__TASK TO CARRY OUT__. In the data below, which lines hold the word "stream"? Copy them.

__EXERCISE DATA__.
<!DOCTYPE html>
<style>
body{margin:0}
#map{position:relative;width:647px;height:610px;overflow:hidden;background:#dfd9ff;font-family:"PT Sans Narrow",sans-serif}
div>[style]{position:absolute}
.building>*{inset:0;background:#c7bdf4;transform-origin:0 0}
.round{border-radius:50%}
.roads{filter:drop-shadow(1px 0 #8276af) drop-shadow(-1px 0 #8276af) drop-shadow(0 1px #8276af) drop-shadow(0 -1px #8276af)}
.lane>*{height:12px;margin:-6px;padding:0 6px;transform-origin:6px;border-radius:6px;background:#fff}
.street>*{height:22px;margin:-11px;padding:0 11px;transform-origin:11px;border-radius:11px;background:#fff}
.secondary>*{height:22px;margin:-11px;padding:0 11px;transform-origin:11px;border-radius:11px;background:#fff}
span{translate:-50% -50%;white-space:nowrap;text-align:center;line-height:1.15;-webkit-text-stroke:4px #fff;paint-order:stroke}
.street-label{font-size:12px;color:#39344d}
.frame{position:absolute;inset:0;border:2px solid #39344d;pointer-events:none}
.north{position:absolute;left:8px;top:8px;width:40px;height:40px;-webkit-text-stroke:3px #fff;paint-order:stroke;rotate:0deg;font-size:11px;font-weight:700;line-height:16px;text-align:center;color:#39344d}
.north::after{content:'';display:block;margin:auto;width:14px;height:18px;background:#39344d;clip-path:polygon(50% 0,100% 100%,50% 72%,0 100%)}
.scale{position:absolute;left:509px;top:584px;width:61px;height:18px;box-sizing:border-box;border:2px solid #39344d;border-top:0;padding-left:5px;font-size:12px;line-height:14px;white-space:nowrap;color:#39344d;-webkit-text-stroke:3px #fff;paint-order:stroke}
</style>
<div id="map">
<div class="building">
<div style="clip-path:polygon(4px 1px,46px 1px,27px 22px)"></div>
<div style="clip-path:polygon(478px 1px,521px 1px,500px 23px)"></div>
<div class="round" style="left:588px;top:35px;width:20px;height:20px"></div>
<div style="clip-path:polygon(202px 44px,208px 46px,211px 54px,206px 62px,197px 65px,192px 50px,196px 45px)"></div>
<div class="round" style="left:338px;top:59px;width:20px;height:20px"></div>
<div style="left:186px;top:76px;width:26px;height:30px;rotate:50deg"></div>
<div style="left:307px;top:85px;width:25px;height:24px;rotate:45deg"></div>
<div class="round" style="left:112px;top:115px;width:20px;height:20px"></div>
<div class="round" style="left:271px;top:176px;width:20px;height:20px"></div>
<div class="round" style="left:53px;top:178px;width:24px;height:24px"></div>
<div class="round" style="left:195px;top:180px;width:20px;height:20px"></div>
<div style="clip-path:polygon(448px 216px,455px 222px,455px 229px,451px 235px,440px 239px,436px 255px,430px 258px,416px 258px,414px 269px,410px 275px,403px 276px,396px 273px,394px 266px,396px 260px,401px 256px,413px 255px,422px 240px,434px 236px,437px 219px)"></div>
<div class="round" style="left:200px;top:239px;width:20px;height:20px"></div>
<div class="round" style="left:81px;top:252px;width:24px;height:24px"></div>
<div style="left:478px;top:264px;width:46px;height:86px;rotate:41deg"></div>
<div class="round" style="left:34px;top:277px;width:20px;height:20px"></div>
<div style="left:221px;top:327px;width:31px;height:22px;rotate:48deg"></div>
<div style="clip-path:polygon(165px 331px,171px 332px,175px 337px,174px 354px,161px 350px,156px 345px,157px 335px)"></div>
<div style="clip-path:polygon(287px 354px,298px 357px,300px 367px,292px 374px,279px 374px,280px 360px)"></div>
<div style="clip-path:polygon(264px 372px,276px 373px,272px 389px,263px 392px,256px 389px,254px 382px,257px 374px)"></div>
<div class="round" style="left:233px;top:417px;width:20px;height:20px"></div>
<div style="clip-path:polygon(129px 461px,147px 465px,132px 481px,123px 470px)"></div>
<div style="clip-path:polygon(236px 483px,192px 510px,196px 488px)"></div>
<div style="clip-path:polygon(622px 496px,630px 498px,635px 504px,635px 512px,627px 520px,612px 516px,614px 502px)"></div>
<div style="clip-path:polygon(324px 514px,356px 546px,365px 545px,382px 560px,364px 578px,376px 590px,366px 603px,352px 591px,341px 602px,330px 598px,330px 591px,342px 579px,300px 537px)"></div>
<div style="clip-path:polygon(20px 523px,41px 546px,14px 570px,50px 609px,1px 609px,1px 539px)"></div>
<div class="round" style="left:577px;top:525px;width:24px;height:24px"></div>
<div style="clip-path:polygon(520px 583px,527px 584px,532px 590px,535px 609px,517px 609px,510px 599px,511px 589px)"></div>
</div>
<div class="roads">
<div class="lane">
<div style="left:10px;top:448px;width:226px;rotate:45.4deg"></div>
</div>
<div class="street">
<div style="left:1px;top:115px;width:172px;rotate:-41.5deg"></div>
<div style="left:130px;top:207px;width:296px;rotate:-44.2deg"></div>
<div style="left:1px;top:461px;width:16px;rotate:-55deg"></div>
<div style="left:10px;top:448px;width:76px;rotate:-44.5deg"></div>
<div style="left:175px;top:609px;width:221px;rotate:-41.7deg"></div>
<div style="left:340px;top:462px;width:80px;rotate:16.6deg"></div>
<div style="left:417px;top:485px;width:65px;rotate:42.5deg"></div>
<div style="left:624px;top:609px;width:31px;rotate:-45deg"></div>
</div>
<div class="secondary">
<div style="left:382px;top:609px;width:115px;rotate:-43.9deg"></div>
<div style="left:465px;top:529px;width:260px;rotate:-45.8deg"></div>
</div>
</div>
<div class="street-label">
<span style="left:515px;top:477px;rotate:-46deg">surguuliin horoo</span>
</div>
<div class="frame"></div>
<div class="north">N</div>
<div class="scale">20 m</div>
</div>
* * *
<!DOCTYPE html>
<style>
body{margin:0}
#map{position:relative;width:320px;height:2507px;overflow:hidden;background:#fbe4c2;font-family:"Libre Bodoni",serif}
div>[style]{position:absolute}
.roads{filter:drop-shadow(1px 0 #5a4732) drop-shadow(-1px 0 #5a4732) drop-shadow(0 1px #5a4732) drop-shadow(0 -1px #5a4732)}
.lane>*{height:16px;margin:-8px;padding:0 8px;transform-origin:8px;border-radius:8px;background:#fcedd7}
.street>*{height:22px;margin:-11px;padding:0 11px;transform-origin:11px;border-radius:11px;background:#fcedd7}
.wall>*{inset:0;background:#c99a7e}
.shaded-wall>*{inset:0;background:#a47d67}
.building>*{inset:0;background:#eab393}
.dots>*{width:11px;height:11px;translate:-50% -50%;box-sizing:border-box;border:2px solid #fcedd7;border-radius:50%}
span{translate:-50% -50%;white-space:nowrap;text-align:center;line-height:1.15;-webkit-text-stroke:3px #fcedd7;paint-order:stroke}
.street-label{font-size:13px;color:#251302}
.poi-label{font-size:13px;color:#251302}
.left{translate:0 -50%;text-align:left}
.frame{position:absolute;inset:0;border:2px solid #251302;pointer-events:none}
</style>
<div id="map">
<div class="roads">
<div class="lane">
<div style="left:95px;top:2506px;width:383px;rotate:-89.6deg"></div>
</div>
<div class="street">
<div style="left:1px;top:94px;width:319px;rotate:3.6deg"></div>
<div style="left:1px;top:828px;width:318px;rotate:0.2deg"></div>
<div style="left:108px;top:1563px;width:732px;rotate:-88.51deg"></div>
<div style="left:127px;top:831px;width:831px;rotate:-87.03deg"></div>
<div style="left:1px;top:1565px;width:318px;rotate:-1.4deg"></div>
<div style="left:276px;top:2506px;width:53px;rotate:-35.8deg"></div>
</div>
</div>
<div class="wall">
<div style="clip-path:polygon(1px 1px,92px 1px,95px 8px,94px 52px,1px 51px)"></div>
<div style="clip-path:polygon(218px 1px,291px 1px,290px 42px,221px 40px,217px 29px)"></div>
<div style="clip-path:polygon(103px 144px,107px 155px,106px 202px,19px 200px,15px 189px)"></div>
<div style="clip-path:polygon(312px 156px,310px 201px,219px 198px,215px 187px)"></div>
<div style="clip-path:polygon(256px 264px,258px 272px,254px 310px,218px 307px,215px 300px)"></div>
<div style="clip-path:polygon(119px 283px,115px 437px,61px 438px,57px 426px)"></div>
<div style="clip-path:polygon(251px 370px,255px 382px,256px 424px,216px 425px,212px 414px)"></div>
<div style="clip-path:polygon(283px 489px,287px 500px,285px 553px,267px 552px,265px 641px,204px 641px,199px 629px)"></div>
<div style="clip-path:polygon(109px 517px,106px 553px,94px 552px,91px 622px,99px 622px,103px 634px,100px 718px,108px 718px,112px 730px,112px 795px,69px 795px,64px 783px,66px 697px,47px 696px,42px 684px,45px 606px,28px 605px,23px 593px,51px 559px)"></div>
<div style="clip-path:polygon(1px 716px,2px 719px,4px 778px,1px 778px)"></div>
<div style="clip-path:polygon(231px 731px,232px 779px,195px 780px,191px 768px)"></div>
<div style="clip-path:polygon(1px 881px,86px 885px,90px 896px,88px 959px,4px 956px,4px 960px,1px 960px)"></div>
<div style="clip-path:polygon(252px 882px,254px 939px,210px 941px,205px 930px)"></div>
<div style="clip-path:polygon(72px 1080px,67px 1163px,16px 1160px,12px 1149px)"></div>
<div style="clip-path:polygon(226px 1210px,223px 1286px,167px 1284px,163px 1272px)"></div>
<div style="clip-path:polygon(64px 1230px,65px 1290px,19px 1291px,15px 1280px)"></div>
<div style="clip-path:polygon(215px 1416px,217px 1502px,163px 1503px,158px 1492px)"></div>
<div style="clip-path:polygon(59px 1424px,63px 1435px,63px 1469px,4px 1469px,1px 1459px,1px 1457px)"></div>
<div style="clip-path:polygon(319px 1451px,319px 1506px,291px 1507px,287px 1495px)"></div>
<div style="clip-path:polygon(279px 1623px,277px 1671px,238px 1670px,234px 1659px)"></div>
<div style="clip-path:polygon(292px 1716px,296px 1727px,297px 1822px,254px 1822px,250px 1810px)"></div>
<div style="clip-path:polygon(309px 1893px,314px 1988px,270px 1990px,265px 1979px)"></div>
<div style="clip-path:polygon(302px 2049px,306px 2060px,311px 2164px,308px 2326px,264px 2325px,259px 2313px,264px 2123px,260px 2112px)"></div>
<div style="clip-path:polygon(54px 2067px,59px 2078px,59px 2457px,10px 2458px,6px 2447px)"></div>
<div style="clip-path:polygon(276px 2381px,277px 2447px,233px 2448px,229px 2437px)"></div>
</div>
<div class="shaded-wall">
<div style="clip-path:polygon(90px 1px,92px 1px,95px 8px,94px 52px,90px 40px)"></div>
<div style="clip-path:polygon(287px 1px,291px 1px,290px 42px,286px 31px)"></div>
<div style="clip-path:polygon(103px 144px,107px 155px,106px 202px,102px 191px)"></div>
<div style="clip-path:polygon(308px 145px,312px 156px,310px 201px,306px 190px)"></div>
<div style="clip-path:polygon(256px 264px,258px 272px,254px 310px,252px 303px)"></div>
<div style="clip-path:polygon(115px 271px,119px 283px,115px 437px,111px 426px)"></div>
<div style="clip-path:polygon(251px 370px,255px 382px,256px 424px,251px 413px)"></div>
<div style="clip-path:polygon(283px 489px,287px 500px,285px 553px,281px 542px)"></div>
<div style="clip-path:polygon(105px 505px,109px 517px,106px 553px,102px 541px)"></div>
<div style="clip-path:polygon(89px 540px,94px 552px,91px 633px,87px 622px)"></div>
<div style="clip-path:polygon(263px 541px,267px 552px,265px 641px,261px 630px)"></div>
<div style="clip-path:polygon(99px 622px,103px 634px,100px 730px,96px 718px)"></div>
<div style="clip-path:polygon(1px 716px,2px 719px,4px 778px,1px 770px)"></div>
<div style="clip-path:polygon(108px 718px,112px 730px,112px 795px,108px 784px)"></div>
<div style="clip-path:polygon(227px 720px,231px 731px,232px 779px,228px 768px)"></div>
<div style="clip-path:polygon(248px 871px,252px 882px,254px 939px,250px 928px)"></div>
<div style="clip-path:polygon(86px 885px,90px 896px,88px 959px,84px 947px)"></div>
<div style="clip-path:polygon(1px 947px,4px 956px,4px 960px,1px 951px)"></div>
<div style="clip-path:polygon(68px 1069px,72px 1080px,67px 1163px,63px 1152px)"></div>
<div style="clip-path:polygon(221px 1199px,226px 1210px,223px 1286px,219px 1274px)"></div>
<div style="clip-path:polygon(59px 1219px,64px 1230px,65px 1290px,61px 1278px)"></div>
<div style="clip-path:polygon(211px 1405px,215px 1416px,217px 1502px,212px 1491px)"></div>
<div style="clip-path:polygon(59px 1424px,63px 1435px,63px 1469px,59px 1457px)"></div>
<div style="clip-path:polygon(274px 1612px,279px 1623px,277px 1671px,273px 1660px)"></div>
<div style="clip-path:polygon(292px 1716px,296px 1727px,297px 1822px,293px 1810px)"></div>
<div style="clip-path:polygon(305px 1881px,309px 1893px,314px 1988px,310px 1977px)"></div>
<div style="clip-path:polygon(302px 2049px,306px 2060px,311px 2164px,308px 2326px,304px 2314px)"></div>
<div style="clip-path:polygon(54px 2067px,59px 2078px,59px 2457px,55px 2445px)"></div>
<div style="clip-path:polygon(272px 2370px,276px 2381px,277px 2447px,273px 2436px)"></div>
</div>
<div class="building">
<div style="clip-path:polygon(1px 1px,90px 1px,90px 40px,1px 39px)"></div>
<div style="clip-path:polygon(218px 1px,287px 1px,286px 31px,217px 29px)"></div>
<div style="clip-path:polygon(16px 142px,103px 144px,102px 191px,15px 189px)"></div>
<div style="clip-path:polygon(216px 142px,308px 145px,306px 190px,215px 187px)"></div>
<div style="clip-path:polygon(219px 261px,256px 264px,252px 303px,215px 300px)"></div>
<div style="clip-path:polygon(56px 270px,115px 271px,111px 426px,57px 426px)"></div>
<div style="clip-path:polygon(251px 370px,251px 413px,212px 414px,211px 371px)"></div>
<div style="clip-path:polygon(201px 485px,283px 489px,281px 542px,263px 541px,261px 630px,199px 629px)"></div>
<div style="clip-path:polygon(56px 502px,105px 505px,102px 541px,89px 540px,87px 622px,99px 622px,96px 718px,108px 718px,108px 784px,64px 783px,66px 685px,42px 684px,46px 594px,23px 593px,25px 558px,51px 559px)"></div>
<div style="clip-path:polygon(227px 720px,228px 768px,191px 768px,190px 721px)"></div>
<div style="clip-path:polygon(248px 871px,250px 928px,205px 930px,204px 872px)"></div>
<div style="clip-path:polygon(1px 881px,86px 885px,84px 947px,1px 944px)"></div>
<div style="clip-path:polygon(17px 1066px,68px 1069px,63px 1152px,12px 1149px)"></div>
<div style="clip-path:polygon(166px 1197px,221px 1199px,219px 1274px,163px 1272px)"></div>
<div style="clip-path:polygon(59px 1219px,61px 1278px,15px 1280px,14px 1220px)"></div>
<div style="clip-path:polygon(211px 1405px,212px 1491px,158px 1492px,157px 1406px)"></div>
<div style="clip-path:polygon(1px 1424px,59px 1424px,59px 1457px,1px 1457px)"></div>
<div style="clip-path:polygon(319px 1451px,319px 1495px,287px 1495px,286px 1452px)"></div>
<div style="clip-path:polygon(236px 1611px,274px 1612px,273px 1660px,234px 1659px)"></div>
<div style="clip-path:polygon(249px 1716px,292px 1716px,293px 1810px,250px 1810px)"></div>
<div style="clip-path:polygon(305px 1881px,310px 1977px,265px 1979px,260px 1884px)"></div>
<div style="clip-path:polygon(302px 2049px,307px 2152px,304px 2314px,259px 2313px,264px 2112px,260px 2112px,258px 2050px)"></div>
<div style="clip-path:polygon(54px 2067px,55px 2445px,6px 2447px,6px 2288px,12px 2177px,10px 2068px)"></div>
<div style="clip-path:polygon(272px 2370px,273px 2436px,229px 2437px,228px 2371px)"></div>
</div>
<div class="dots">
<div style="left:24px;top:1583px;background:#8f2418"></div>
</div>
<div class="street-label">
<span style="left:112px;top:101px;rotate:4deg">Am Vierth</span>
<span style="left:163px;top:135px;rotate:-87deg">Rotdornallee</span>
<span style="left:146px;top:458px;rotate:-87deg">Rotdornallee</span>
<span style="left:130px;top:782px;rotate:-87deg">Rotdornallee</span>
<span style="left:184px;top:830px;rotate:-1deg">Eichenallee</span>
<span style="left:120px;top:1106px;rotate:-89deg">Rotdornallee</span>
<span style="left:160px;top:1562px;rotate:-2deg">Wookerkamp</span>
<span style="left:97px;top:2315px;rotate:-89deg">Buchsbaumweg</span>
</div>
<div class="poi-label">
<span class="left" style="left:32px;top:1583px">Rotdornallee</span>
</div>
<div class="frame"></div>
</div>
* * *
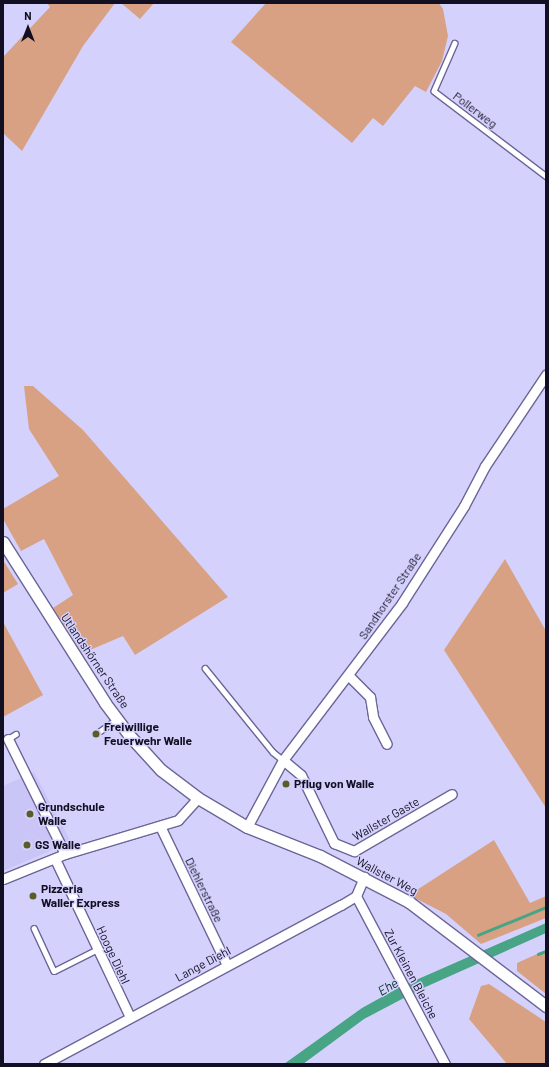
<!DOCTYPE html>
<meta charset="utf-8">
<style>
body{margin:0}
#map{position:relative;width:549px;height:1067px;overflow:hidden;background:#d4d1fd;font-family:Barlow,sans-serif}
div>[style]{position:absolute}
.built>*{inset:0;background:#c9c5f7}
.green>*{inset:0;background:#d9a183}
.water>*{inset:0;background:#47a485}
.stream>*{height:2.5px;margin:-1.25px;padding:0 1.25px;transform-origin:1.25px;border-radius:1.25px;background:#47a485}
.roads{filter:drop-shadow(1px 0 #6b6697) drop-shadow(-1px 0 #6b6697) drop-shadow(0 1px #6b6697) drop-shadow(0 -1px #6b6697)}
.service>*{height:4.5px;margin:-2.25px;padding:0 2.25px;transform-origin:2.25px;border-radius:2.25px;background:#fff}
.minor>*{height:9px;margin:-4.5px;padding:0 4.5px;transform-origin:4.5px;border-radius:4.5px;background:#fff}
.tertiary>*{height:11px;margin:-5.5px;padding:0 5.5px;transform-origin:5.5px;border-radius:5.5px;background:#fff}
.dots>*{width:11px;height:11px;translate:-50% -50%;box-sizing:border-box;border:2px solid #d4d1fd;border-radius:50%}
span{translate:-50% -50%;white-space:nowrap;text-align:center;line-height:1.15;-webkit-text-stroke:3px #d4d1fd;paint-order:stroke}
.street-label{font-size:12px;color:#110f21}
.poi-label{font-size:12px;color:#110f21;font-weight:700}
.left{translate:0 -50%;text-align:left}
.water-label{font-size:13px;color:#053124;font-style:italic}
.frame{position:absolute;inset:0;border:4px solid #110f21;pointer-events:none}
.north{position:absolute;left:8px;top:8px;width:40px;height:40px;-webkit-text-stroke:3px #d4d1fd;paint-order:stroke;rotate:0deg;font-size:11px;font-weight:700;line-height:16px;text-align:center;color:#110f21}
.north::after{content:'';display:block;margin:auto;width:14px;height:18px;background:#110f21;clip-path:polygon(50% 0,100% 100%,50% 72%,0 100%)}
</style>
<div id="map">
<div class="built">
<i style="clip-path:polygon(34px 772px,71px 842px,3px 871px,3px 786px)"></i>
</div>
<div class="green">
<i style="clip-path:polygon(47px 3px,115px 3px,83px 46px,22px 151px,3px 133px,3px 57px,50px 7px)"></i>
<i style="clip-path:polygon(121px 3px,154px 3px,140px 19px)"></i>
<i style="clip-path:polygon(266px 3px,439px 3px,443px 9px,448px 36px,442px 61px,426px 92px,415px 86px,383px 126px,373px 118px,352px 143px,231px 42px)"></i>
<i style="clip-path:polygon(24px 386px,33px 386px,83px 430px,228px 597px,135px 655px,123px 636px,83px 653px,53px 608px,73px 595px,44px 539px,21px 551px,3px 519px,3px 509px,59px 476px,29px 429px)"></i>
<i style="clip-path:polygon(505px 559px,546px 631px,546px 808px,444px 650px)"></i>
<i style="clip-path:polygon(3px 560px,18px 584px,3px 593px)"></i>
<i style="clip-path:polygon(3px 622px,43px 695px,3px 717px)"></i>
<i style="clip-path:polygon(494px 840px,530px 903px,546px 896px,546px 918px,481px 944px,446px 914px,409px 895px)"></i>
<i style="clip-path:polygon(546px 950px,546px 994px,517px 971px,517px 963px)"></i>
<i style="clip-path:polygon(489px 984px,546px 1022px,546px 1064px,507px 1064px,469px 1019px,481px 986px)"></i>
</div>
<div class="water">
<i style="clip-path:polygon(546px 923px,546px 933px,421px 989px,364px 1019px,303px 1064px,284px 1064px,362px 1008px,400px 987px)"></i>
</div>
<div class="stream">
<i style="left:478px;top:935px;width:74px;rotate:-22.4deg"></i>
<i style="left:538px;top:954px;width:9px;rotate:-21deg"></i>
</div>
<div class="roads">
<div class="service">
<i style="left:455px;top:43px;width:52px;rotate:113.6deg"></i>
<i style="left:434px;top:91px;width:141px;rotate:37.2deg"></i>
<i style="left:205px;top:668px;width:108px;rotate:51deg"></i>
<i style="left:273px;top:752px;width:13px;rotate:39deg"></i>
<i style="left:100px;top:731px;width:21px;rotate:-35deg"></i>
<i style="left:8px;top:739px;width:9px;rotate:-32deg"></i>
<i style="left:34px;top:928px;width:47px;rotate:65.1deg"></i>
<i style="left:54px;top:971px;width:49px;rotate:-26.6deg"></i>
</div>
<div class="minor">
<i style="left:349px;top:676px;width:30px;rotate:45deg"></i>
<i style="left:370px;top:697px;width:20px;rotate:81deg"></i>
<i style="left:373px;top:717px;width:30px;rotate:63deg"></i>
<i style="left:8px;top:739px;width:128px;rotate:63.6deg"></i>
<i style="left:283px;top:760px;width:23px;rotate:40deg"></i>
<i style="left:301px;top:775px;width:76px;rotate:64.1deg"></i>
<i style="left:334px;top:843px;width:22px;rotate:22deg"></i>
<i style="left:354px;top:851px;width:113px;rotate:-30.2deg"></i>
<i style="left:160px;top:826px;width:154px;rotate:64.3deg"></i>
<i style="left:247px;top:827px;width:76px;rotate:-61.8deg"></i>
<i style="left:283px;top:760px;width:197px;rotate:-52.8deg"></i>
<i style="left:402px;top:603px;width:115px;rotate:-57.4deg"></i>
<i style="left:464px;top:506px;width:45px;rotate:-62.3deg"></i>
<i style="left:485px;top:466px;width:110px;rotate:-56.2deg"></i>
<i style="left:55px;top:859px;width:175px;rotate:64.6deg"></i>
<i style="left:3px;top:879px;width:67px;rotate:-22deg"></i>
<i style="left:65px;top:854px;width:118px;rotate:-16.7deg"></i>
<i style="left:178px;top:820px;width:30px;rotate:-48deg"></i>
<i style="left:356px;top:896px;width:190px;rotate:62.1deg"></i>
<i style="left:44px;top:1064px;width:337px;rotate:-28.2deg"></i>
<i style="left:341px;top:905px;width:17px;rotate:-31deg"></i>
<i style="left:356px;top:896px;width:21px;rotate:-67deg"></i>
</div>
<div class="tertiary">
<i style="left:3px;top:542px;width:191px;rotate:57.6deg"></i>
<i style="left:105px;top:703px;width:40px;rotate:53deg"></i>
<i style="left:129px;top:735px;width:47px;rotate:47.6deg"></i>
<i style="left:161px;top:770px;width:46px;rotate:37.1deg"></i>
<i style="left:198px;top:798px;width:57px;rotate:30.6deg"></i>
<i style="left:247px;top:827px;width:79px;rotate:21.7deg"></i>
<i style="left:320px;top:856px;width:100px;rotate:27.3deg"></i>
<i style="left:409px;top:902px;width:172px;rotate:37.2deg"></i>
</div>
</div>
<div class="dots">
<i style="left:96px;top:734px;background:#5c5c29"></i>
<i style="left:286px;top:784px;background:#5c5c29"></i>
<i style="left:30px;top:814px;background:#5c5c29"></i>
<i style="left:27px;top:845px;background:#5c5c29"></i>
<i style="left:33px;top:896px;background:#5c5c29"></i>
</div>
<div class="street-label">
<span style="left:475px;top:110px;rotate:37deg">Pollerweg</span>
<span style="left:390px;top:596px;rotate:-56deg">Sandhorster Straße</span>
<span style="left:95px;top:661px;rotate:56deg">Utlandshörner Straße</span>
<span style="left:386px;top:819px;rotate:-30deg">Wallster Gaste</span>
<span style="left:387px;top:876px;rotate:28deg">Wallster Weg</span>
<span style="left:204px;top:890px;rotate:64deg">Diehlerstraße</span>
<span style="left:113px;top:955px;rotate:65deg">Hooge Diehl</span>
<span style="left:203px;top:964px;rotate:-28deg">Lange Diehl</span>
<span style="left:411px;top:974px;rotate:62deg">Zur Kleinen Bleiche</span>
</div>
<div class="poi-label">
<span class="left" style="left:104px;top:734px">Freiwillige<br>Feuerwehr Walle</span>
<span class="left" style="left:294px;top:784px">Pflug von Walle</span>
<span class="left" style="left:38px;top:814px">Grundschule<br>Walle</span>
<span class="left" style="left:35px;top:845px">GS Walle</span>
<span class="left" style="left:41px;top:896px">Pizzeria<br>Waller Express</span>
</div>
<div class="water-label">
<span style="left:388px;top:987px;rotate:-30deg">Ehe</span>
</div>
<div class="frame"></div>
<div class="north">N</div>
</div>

__RESPONSE FOR THIS EXERCISE__.
.stream>*{height:2.5px;margin:-1.25px;padding:0 1.25px;transform-origin:1.25px;border-radius:1.25px;background:#47a485}
<div class="stream">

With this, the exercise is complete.